- Saved data entries
------------------------------------

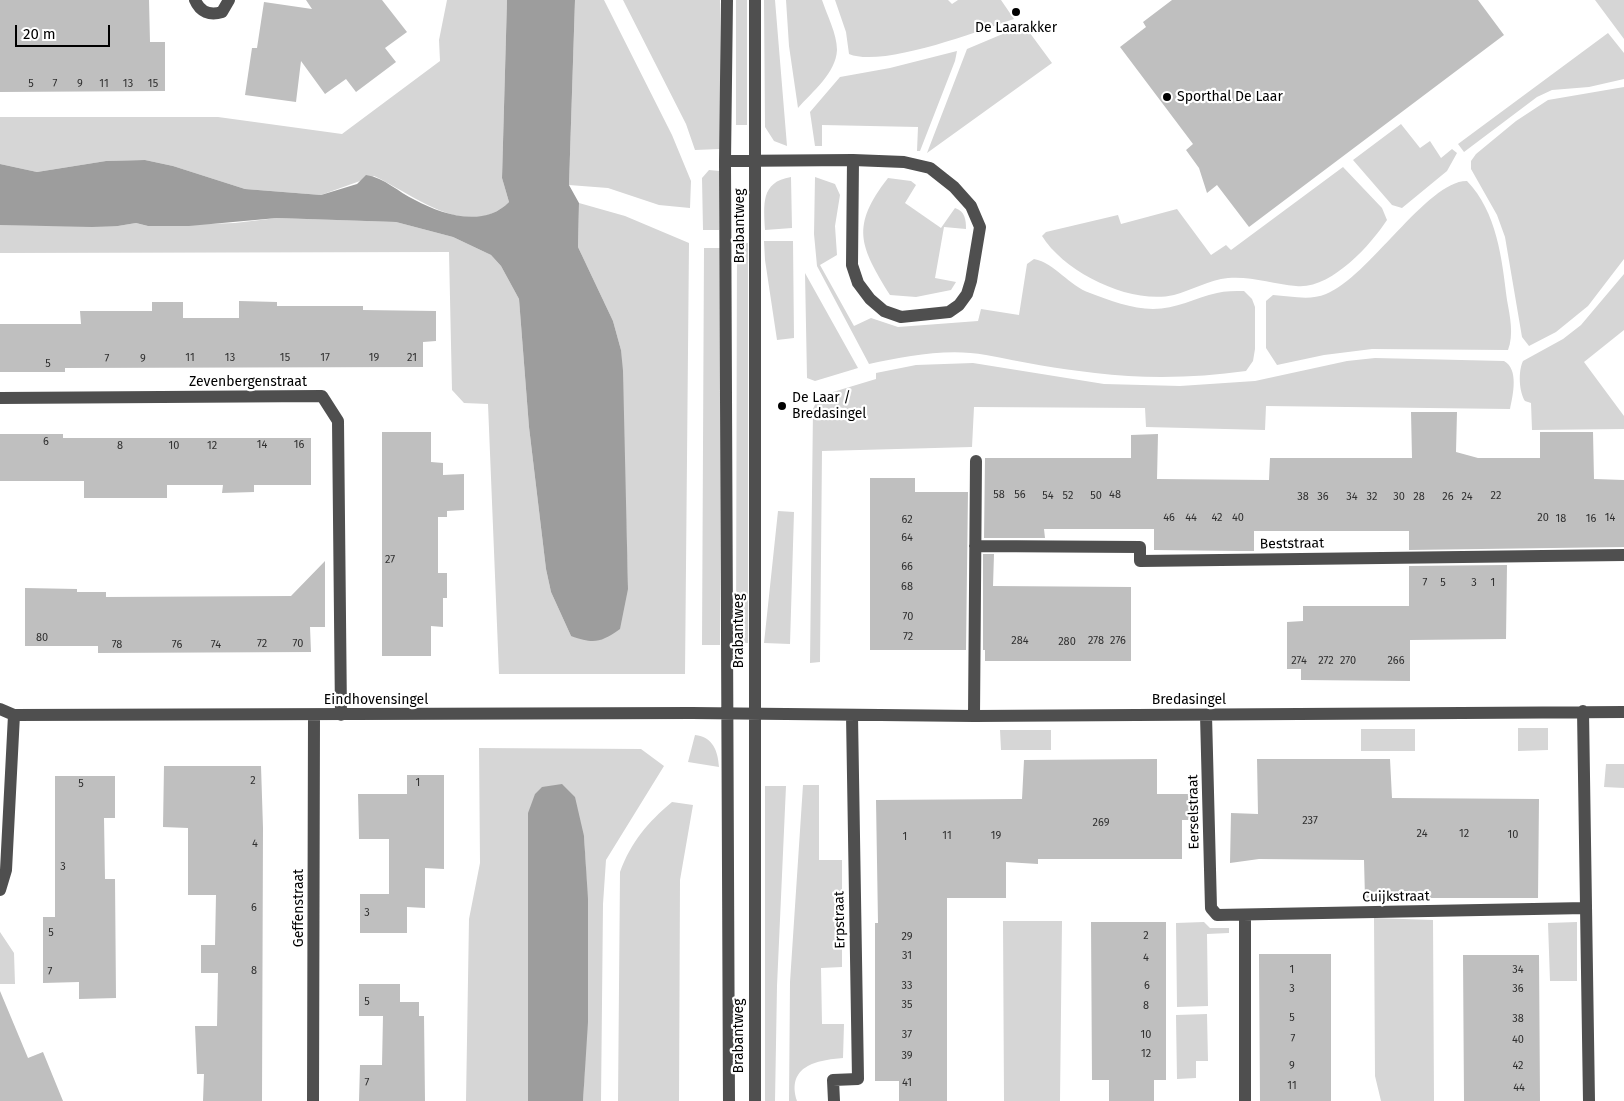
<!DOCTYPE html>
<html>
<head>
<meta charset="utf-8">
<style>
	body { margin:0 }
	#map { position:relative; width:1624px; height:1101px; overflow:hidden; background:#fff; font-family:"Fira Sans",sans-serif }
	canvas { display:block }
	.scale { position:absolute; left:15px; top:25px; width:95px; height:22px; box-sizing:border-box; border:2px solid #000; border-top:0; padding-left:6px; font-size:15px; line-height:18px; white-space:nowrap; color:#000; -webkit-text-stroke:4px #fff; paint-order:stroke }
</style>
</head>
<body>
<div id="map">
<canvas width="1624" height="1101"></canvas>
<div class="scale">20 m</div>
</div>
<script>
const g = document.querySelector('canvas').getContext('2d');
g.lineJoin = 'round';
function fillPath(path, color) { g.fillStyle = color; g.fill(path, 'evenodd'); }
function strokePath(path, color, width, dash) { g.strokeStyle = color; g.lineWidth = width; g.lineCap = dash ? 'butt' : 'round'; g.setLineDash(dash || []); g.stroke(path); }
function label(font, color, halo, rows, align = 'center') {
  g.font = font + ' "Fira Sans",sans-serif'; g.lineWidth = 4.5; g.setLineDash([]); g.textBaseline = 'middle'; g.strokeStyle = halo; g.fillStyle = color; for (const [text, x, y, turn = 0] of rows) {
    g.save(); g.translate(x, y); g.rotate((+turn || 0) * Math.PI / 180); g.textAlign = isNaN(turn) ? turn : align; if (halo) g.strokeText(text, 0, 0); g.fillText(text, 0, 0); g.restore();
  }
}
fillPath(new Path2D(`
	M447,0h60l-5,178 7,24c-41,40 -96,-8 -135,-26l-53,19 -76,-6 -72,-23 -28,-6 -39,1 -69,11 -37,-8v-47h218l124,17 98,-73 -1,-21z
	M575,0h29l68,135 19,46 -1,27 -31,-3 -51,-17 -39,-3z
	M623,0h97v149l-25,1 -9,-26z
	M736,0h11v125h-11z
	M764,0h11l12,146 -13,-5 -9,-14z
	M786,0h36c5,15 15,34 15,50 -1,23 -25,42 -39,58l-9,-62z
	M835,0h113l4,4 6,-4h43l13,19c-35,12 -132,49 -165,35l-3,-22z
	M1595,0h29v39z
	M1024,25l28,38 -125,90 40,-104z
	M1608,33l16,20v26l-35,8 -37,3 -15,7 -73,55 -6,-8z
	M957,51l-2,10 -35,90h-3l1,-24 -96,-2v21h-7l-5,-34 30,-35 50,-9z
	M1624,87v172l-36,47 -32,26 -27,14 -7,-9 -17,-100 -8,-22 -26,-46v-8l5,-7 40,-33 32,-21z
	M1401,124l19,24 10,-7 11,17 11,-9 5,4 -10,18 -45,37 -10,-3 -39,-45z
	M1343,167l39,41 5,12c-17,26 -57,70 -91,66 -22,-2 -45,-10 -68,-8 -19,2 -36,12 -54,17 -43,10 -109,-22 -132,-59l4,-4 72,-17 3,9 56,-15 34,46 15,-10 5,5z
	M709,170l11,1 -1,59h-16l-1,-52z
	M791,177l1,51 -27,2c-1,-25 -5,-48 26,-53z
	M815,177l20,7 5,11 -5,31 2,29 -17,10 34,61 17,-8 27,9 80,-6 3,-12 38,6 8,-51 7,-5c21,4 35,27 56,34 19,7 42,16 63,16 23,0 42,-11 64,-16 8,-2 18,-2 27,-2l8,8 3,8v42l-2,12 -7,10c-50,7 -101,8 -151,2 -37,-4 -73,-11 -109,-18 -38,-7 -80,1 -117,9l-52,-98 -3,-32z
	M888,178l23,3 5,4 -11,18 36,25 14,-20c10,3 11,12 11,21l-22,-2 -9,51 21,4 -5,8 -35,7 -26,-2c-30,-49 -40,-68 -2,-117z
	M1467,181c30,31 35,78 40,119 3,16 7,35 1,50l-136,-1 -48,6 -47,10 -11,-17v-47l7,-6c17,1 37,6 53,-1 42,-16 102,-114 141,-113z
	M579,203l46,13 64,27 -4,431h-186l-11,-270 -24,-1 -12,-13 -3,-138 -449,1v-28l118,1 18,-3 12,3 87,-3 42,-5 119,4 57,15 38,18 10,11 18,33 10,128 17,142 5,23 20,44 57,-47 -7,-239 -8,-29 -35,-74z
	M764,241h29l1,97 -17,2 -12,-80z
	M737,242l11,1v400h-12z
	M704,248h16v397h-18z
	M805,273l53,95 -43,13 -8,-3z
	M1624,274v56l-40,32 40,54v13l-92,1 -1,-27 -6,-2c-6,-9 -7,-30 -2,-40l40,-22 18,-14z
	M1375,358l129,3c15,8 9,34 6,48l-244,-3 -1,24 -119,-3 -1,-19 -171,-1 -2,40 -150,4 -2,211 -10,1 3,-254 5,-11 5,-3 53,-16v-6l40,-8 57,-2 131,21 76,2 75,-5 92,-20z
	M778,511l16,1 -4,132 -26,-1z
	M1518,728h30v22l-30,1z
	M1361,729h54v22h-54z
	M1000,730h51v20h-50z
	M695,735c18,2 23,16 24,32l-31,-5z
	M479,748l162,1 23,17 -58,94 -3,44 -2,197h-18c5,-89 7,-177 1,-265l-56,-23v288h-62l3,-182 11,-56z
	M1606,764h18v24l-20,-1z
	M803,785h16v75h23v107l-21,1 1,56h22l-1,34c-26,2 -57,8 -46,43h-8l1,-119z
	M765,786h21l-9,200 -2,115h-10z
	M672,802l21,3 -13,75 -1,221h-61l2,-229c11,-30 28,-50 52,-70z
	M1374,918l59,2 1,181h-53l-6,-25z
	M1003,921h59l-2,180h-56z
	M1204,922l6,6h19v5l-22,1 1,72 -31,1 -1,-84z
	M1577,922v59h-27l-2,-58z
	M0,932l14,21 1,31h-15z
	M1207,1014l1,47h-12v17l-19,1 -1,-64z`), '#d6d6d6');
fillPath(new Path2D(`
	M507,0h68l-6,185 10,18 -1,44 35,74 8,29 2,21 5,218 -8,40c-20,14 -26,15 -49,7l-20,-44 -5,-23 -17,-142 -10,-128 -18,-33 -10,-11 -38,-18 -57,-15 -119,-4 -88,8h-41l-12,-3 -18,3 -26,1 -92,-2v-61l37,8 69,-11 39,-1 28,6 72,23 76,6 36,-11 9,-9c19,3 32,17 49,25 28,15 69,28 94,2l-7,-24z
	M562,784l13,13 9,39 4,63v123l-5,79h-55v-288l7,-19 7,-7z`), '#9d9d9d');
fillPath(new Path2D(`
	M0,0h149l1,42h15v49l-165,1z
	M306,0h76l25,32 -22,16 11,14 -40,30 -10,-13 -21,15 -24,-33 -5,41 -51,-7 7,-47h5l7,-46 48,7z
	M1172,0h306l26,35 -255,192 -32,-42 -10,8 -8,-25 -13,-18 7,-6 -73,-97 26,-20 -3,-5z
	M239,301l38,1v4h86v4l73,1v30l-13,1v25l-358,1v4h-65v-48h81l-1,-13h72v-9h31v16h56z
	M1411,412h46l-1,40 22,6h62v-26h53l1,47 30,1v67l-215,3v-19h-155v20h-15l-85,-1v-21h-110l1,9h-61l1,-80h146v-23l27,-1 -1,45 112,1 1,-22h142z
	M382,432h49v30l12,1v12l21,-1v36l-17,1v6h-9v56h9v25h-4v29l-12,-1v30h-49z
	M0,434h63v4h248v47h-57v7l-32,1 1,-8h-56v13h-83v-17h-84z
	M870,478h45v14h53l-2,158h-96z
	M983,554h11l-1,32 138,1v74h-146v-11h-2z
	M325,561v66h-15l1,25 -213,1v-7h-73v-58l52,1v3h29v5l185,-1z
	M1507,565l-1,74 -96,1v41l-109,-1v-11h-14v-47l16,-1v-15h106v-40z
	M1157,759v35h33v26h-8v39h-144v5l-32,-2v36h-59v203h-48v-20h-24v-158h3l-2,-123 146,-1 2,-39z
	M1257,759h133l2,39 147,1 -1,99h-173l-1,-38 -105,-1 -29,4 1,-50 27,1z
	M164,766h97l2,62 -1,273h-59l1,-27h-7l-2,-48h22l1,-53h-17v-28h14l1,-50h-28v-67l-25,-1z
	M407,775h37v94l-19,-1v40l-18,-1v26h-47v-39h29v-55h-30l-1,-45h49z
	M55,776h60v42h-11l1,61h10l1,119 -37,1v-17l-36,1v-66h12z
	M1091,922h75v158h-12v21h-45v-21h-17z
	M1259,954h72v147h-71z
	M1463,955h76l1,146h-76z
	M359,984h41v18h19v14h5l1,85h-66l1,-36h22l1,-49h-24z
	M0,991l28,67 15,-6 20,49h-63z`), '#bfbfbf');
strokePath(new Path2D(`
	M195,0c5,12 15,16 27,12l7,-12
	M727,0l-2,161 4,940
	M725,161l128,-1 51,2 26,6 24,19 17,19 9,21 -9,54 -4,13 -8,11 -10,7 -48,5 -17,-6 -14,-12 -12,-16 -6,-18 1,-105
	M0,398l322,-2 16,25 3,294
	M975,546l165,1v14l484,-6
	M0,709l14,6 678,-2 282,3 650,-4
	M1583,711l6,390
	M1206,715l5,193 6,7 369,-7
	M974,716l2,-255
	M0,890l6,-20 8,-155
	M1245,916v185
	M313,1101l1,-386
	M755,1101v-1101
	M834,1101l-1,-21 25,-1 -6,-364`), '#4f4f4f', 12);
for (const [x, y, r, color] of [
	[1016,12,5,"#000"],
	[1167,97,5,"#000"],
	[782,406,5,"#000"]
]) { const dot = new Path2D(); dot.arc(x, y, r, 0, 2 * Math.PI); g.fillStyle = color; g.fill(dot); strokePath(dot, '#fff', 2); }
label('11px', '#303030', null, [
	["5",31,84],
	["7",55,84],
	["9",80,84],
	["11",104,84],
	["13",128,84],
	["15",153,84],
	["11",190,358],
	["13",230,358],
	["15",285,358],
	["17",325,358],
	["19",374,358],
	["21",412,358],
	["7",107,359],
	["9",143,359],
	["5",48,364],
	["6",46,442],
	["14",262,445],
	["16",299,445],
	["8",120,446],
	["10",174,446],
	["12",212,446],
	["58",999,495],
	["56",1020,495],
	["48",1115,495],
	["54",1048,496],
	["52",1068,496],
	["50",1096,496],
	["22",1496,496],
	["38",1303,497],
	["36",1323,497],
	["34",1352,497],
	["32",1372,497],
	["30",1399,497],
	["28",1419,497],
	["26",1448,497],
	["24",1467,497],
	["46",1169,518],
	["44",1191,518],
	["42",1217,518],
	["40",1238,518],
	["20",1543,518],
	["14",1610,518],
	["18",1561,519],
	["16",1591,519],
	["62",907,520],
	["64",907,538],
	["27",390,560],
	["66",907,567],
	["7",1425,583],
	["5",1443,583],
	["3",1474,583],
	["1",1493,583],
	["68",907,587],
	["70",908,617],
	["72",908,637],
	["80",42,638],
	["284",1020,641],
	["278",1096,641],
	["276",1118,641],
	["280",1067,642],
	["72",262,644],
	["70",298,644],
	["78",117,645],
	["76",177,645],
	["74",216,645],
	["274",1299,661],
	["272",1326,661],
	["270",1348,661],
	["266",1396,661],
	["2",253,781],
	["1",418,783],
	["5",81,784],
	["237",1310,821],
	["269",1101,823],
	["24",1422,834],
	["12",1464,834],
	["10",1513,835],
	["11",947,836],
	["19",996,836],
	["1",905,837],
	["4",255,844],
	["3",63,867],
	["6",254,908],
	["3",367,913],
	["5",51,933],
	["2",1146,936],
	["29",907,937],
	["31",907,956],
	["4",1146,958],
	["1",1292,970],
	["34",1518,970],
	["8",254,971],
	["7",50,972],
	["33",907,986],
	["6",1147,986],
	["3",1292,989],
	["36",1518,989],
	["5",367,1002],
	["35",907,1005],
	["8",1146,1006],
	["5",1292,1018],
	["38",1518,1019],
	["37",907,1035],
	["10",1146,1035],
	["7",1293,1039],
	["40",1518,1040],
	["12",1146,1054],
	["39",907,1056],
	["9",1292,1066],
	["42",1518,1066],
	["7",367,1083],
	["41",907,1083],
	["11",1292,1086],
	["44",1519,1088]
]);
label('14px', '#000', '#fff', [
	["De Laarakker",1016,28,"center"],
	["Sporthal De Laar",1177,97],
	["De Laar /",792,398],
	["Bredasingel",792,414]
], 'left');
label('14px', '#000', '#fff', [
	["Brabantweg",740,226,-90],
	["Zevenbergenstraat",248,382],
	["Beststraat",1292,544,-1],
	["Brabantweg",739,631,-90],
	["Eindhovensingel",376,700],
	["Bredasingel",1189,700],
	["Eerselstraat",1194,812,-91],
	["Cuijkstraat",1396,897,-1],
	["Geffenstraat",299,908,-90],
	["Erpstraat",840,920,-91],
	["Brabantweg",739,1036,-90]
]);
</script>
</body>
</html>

------------------------------------

- Problem to solve
Reply with the number of lines in the entries that hold the word "scale", and add no other words.

- Task solution
2